Thread centric solutions

Thread centric solutions operate by changing the permissions on the page of the protected memory region. Adding write permissions elevates the thread’s privileges, thereby creating a privileged region that is able to modify the protected memory region, i.e., shadow stack.

Memory Protection Keys (MPK) aims to address this by providing a single, unprivileged instruction that can change page access permissions on a per thread basis.

1
2
3
4
5
6
7
8
9
10
11
12
13
# Read Write (disable all MPKs)
mov $0, %eax
xor %ecx, %ecx
xor %edx, %edx
wrpkru

# protection is off, write to the shadow stack
....
# Read Only (enable write disable bit for shadow stack)
mov $8, %eax
xor %ecx, %ecx
xor %edx, %edx
wrpkru

Note that the wrpkru instructions requires edx and ecx to be set to 0. Consequently, for functions which take more that two arguments, it is necessary to preserve the original values of these registers.

Code centric solutions

The Intel ISA extension Memory Protection Extension (MPX) provides a hardware mechanism that can be used to implement segmentation in a flexible manner.

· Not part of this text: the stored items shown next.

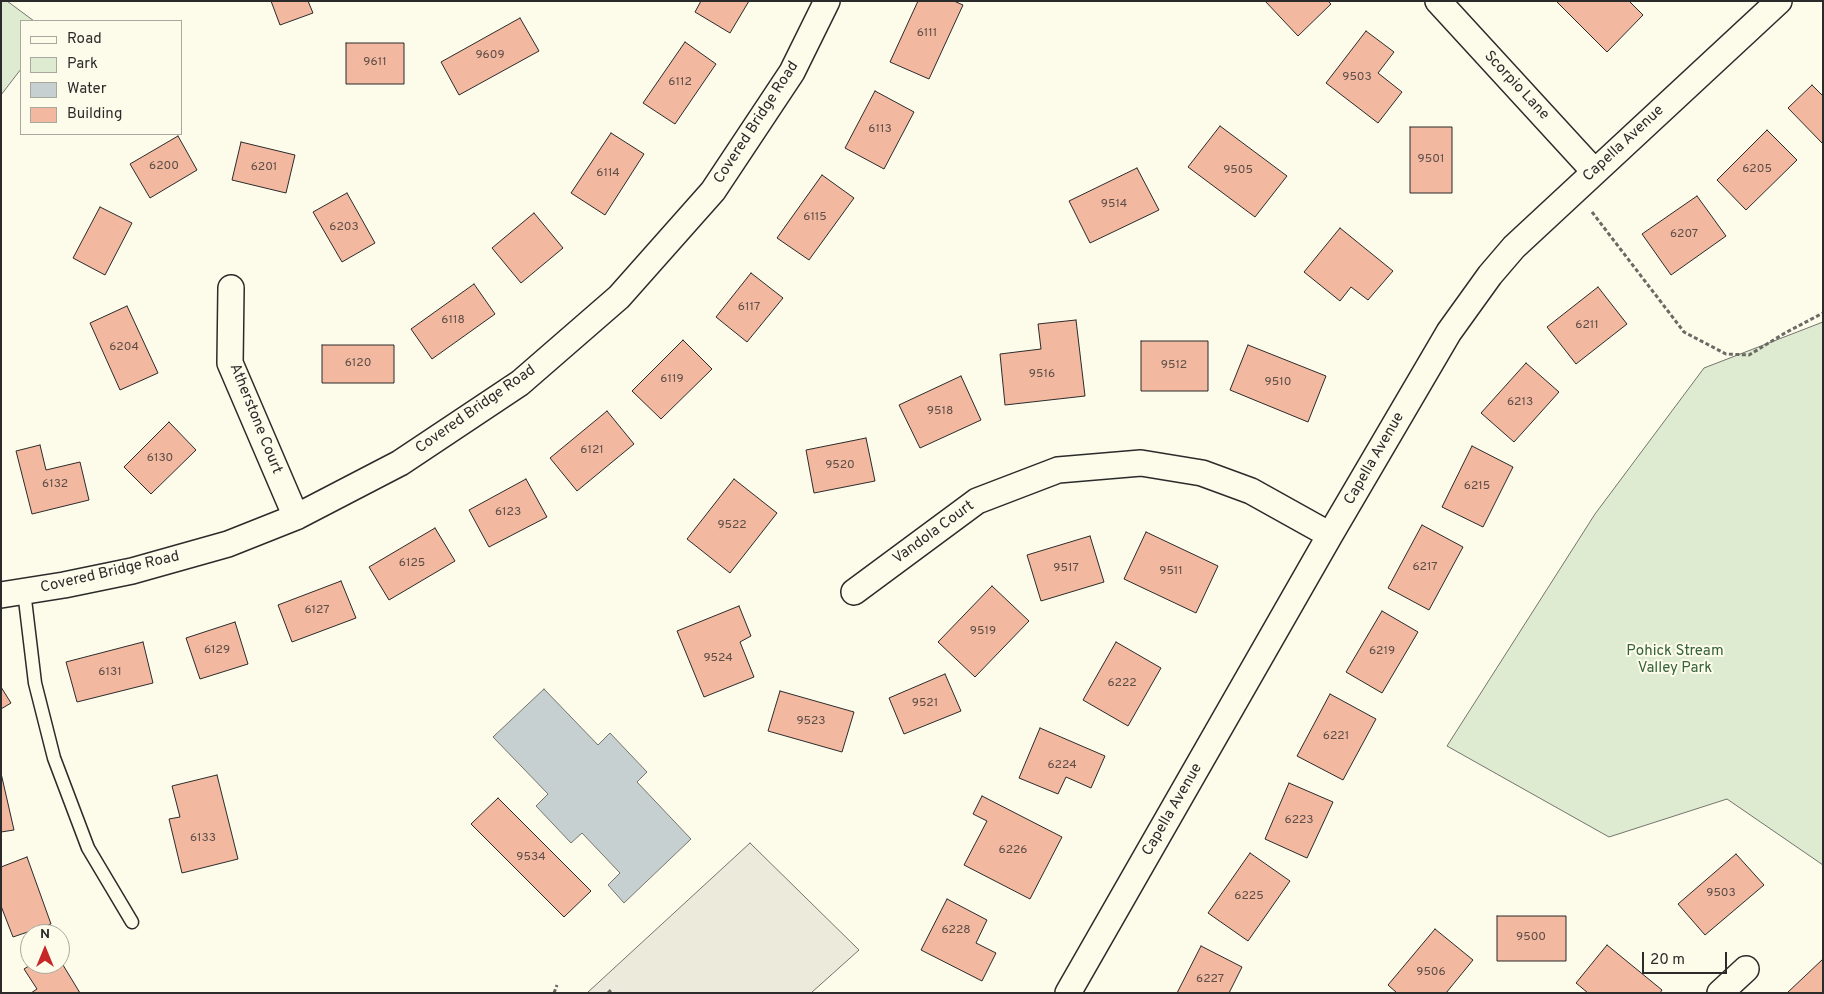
<!DOCTYPE html>
<html>
<head>
<meta charset="utf-8">
<style>
  body { margin:0 }
  #map { position:relative; width:1824px; height:994px; overflow:hidden; background:#fdfbea; font-family:Overpass,sans-serif }
  canvas { display:block }
  .frame { position:absolute; inset:0; border:2px solid #2b2b2b; pointer-events:none }
  .legend { position:absolute; left:20px; top:20px; width:162px; height:115px; box-sizing:border-box; background:#fdfbea; border:1px solid #a9a89e; margin:0; padding:6px 9px; list-style:none; font-size:15px; color:#2b2b2b }
  .legend li { display:flex; align-items:center; gap:10px; height:25px }
  .legend b { width:25px; border:1px solid #a9a89e }
  .north { position:absolute; left:20px; top:924px; width:50px; height:50px; box-sizing:border-box; background:#fdfbea; border:1px solid #a9a89e; border-radius:50%; rotate:0deg; font-size:14px; font-weight:700; line-height:20px; text-align:center; color:#2b2b2b }
  .north::after { content:''; display:block; margin:auto; width:18px; height:22px; background:#c62828; clip-path:polygon(50% 0,100% 100%,50% 72%,0 100%) }
  .scale { position:absolute; left:1642px; top:952px; width:85px; height:22px; box-sizing:border-box; border:2px solid #2b2b2b; border-top:0; padding-left:6px; font-size:15px; line-height:18px; white-space:nowrap; color:#2b2b2b; -webkit-text-stroke:4px #fdfbea; paint-order:stroke }
</style>
</head>
<body>
<div id="map">
<canvas width="1824" height="994"></canvas>
<div class="frame"></div>
<ul class="legend">
<li><b style="height:6px;background:#fdfbea"></b>Road</li>
<li><b style="height:14px;background:#deebd1"></b>Park</li>
<li><b style="height:14px;background:#c7d0d0"></b>Water</li>
<li><b style="height:14px;background:#f2b8a0"></b>Building</li>
</ul>
<div class="north">N</div>
<div class="scale">20 m</div>
</div>
<script>
const c = document.querySelector('canvas').getContext('2d');
c.lineJoin = 'round';
function fillPath(path, color) { c.fillStyle = color; c.fill(path, 'evenodd'); }
const poly = rows => new Path2D(rows.map(r => 'M' + r).join(''));
function trace(path, color, width, dash) { c.strokeStyle = color; c.lineWidth = width; c.lineCap = dash ? 'butt' : 'round'; c.setLineDash(dash || []); c.stroke(path); }
function write(font, color, halo, rows, align = 'center') {
  c.font = font + ' Overpass,sans-serif'; c.lineWidth = 4; c.setLineDash([]); c.textBaseline = 'middle'; c.strokeStyle = halo; c.fillStyle = color; for (const [text, x, y, turn = 0] of rows) {
    c.save(); c.translate(x, y); c.rotate((+turn || 0) * Math.PI / 180); c.textAlign = isNaN(turn) ? turn : align; if (halo) c.strokeText(text, 0, 0); c.fillText(text, 0, 0); c.restore();
  }
}
const green = poly([
  [1,1,7,1,34,21,21,21,21,69,1,95,1,1],
  [1823,322,1823,865,1727,799,1609,837,1447,746,1595,514,1704,368,1823,322]
]);
fillPath(green, '#deebd1');
trace(green, '#74746e', 1);
const parking = poly([
  [750,843,859,950,811,993,587,993,750,843]
]);
fillPath(parking, '#eceadb');
trace(parking, '#74746e', 1);
const water = poly([
  [544,689,598,745,610,733,647,772,637,782,691,839,624,903,608,885,620,873,582,833,571,843,536,806,548,794,493,737,544,689]
]);
fillPath(water, '#c7d0d0');
trace(water, '#74746e', 1);
const building = poly([
  [271,1,308,1,313,13,280,25,271,1],
  [701,1,749,1,730,33,695,12,701,1],
  [918,1,954,1,963,5,929,79,890,62,918,1],
  [1265,1,1328,1,1331,4,1298,36,1265,1],
  [1556,1,1629,1,1643,15,1607,52,1556,1],
  [520,18,539,51,459,95,441,62,520,18],
  [1366,31,1394,52,1378,73,1402,92,1378,123,1326,83,1366,31],
  [685,42,716,64,675,124,643,103,685,42],
  [346,43,404,43,404,84,346,84,346,43],
  [1812,85,1823,96,1823,144,1788,108,1812,85],
  [875,91,914,112,884,169,845,148,875,91],
  [1220,126,1287,176,1255,217,1188,167,1220,126],
  [1410,127,1452,127,1452,193,1410,193,1410,127],
  [1767,130,1797,160,1746,210,1717,180,1767,130],
  [611,133,644,154,605,215,571,193,611,133],
  [178,136,197,170,150,198,130,164,178,136],
  [241,142,295,155,286,193,232,180,241,142],
  [1137,168,1159,210,1090,243,1069,201,1137,168],
  [822,175,854,198,809,260,777,238,822,175],
  [347,193,375,243,342,262,313,212,347,193],
  [1697,196,1726,236,1671,275,1642,234,1697,196],
  [100,207,132,223,105,275,73,258,100,207],
  [534,213,563,248,521,283,492,248,534,213],
  [1340,228,1393,271,1368,300,1351,287,1340,301,1304,272,1340,228],
  [751,273,783,298,747,342,716,317,751,273],
  [474,284,495,314,432,359,411,329,474,284],
  [1598,287,1627,324,1576,364,1547,327,1598,287],
  [127,306,158,373,120,390,90,323,127,306],
  [1076,320,1085,396,1005,405,1000,354,1041,349,1038,324,1076,320],
  [683,340,712,369,661,419,632,391,683,340],
  [1141,341,1208,341,1208,391,1141,391,1141,341],
  [322,345,394,345,394,383,322,383,322,345],
  [1248,345,1326,376,1308,422,1230,390,1248,345],
  [1526,363,1559,392,1514,442,1481,413,1526,363],
  [961,376,981,420,920,448,899,405,961,376],
  [607,411,634,444,577,491,550,458,607,411],
  [169,422,196,450,151,494,124,467,169,422],
  [866,438,875,481,814,493,806,450,866,438],
  [40,445,46,470,80,462,89,500,32,514,16,451,40,445],
  [1472,446,1513,467,1483,527,1442,507,1472,446],
  [526,479,547,517,489,547,469,510,526,479],
  [734,479,777,513,730,573,687,539,734,479],
  [1422,525,1463,547,1429,610,1388,588,1422,525],
  [435,528,455,561,389,600,369,567,435,528],
  [1146,532,1218,566,1196,613,1124,579,1146,532],
  [1090,536,1104,582,1041,601,1027,555,1090,536],
  [341,581,356,618,292,642,278,605,341,581],
  [992,586,1029,621,975,677,938,642,992,586],
  [739,606,751,636,740,642,754,677,704,697,677,631,739,606],
  [1382,611,1418,632,1382,693,1346,672,1382,611],
  [235,622,248,664,200,679,186,638,235,622],
  [143,642,153,683,77,702,66,662,143,642],
  [1116,642,1161,668,1128,726,1083,700,1116,642],
  [945,674,961,711,904,734,889,698,945,674],
  [1,687,11,703,1,709,1,687],
  [780,691,854,712,842,752,768,731,780,691],
  [1330,694,1376,719,1343,780,1297,756,1330,694],
  [1040,728,1105,756,1091,788,1066,777,1058,794,1019,778,1040,728],
  [1,773,14,830,1,832,1,773],
  [217,775,238,859,182,873,169,819,180,817,172,786,217,775],
  [1289,783,1333,802,1307,858,1265,839,1289,783],
  [982,796,1062,837,1030,899,964,865,987,821,973,814,982,796],
  [498,798,591,891,564,917,471,824,498,798],
  [1250,853,1290,881,1248,941,1208,913,1250,853],
  [1736,854,1764,885,1705,935,1678,904,1736,854],
  [27,857,51,924,13,937,1,906,1,867,27,857],
  [947,899,987,920,976,943,996,953,982,981,921,950,947,899],
  [1497,916,1566,916,1566,961,1497,961,1497,916],
  [1435,929,1473,960,1446,993,1397,993,1388,985,1435,929],
  [1607,945,1662,990,1660,993,1588,993,1576,983,1607,945],
  [1201,946,1242,967,1229,993,1177,993,1201,946],
  [1823,959,1823,993,1787,993,1823,959],
  [60,960,80,993,31,993,37,989,24,969,32,964,60,964,60,960]
]);
fillPath(building, '#f2b8a0');
trace(building, '#2b2b2b', 1);
const lane = poly([
  [24,591,35,683,54,758,88,848,132,922]
]);
const street = poly([
  [1438,1,1594,171],
  [231,288,230,363,296,517],
  [854,592,977,501,1058,470,1141,463,1202,473,1251,491,1330,535],
  [1,595,64,585,132,571,228,544,296,517,400,463,520,383,619,297,713,191,792,72,827,1],
  [1068,993,1330,535,1449,332,1490,275,1514,247,1779,1],
  [1720,993,1746,969]
]);
trace(lane, '#2b2b2b', 15);
trace(street, '#2b2b2b', 28);
trace(poly([
  [1592,212,1684,332,1726,354,1749,355,1785,333,1823,313],
  [554,993,557,985],
  [608,993,612,989]
]), '#6a6964', 3, [4, 2.5]);
trace(lane, '#fdfbea', 12);
trace(street, '#fdfbea', 25);
write('12px', '#5d4e48', null, [
  ["6111",927,34],
  ["9609",490,56],
  ["9611",375,63],
  ["9503",1357,78],
  ["6112",680,83],
  ["6113",880,130],
  ["9501",1431,160],
  ["6200",164,167],
  ["6201",264,168],
  ["6205",1757,170],
  ["9505",1238,171],
  ["6114",608,174],
  ["9514",1114,205],
  ["6115",815,218],
  ["6203",344,228],
  ["6207",1684,235],
  ["6117",749,308],
  ["6118",453,321],
  ["6211",1587,326],
  ["6204",124,348],
  ["6120",358,364],
  ["9512",1174,366],
  ["9516",1042,375],
  ["6119",672,380],
  ["9510",1278,383],
  ["6213",1520,403],
  ["9518",940,412],
  ["6121",592,451],
  ["6130",160,459],
  ["9520",840,466],
  ["6132",55,485],
  ["6215",1477,487],
  ["6123",508,513],
  ["9522",732,526],
  ["6125",412,564],
  ["6217",1425,568],
  ["9517",1066,569],
  ["9511",1171,572],
  ["6127",317,611],
  ["9519",983,632],
  ["6129",217,651],
  ["6219",1382,652],
  ["9524",718,659],
  ["6131",110,673],
  ["6222",1122,684],
  ["9521",925,704],
  ["9523",811,722],
  ["6221",1336,737],
  ["6224",1062,766],
  ["6223",1299,821],
  ["6133",203,839],
  ["6226",1013,851],
  ["9534",531,858],
  ["9503",1721,894],
  ["6225",1249,897],
  ["6228",956,931],
  ["9500",1531,938],
  ["9506",1431,973],
  ["6227",1210,980]
]);
write('15px', '#2b2b2b', '#fdfbea', [
  ["Scorpio Lane",1516,86,47],
  ["Covered Bridge Road",757,123,-57],
  ["Capella Avenue",1624,144,-43],
  ["Covered Bridge Road",476,410,-35],
  ["Atherstone Court",255,419,68],
  ["Capella Avenue",1375,459,-60],
  ["Vandola Court",934,533,-36],
  ["Covered Bridge Road",110,573,-13],
  ["Capella Avenue",1173,810,-60]
]);
write('15px', '#34623c', '#fdfbea', [
  ["Pohick Stream",1675,652],
  ["Valley Park",1675,669]
]);
</script>
</body>
</html>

MPX segmentation schemes divide writes into two categories, those that are privileged to write into the protected region, and all others. This approach is surprisingly performant.

Evaluation

We believe that Shadesmar, a compact, register based shadow stack that directly uses the shadow RA, and relies on information hiding to protect the shadow stack, is the best candidate for adoption by mainline compilers based on our initial experiments with SPEC CPU 2006.